### Problem
Set down the entries below exactly, leaving out all images.

Data shown Start Marker

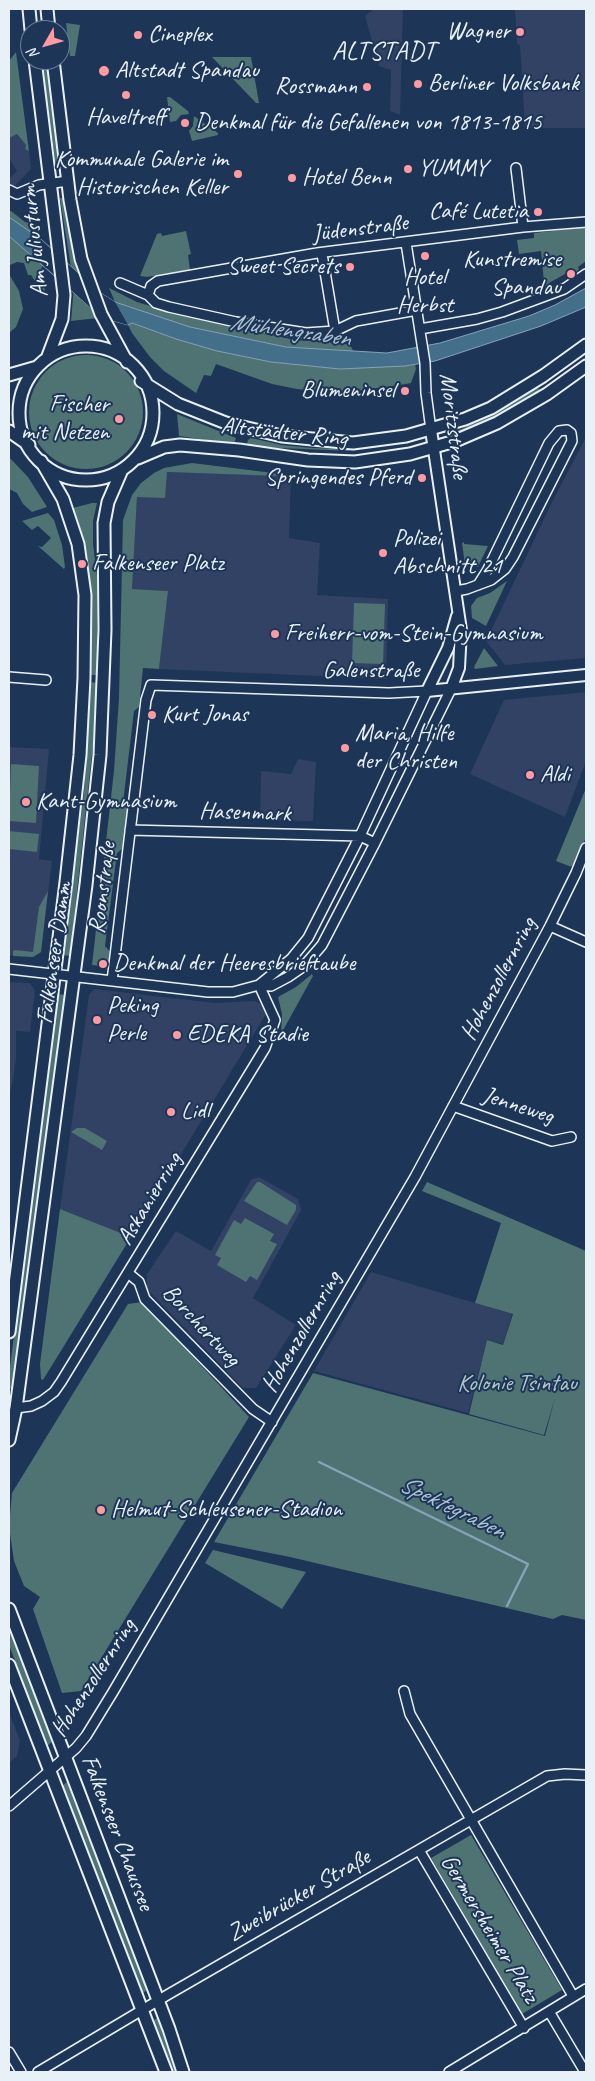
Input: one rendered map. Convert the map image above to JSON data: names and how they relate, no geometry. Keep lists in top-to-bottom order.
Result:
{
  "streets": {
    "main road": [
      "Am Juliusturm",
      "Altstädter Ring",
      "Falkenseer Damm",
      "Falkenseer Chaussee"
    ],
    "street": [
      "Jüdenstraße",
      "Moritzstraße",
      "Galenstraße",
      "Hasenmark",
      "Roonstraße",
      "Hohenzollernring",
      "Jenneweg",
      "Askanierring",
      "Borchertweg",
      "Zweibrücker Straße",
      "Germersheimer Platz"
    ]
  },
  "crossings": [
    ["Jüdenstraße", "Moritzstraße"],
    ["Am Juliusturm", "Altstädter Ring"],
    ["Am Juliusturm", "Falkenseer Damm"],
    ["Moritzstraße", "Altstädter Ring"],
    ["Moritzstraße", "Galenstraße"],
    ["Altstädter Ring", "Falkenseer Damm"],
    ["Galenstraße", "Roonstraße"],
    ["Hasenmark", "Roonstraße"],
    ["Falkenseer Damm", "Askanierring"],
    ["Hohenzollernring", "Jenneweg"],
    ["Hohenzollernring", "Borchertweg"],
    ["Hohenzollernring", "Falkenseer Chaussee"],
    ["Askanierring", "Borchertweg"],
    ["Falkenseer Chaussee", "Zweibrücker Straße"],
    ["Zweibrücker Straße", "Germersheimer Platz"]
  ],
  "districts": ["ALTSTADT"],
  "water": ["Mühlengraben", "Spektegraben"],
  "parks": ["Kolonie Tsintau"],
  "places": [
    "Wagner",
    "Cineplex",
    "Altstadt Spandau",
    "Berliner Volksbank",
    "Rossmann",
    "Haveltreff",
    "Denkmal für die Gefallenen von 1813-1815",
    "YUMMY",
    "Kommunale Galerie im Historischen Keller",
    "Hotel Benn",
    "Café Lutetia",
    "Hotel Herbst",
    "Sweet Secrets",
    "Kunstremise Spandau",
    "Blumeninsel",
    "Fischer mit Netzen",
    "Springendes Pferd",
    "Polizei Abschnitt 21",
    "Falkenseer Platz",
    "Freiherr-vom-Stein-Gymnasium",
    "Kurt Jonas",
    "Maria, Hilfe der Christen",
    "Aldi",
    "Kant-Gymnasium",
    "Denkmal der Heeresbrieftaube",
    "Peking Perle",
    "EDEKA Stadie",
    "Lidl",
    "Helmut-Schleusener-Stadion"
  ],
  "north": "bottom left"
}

Data shown End Marker

### Answer to this problem
Input: one rendered map. Convert the map image above to JSON data: names and how they relate, no geometry. Keep lists in top-to-bottom order.
Result:
{
  "streets": {
    "main road": [
      "Am Juliusturm",
      "Altstädter Ring",
      "Falkenseer Damm",
      "Falkenseer Chaussee"
    ],
    "street": [
      "Jüdenstraße",
      "Moritzstraße",
      "Galenstraße",
      "Hasenmark",
      "Roonstraße",
      "Hohenzollernring",
      "Jenneweg",
      "Askanierring",
      "Borchertweg",
      "Zweibrücker Straße",
      "Germersheimer Platz"
    ]
  },
  "crossings": [
    ["Jüdenstraße", "Moritzstraße"],
    ["Am Juliusturm", "Altstädter Ring"],
    ["Am Juliusturm", "Falkenseer Damm"],
    ["Moritzstraße", "Altstädter Ring"],
    ["Moritzstraße", "Galenstraße"],
    ["Altstädter Ring", "Falkenseer Damm"],
    ["Galenstraße", "Roonstraße"],
    ["Hasenmark", "Roonstraße"],
    ["Falkenseer Damm", "Askanierring"],
    ["Hohenzollernring", "Jenneweg"],
    ["Hohenzollernring", "Borchertweg"],
    ["Hohenzollernring", "Falkenseer Chaussee"],
    ["Askanierring", "Borchertweg"],
    ["Falkenseer Chaussee", "Zweibrücker Straße"],
    ["Zweibrücker Straße", "Germersheimer Platz"]
  ],
  "districts": ["ALTSTADT"],
  "water": ["Mühlengraben", "Spektegraben"],
  "parks": ["Kolonie Tsintau"],
  "places": [
    "Wagner",
    "Cineplex",
    "Altstadt Spandau",
    "Berliner Volksbank",
    "Rossmann",
    "Haveltreff",
    "Denkmal für die Gefallenen von 1813-1815",
    "YUMMY",
    "Kommunale Galerie im Historischen Keller",
    "Hotel Benn",
    "Café Lutetia",
    "Hotel Herbst",
    "Sweet Secrets",
    "Kunstremise Spandau",
    "Blumeninsel",
    "Fischer mit Netzen",
    "Springendes Pferd",
    "Polizei Abschnitt 21",
    "Falkenseer Platz",
    "Freiherr-vom-Stein-Gymnasium",
    "Kurt Jonas",
    "Maria, Hilfe der Christen",
    "Aldi",
    "Kant-Gymnasium",
    "Denkmal der Heeresbrieftaube",
    "Peking Perle",
    "EDEKA Stadie",
    "Lidl",
    "Helmut-Schleusener-Stadion"
  ],
  "north": "bottom left"
}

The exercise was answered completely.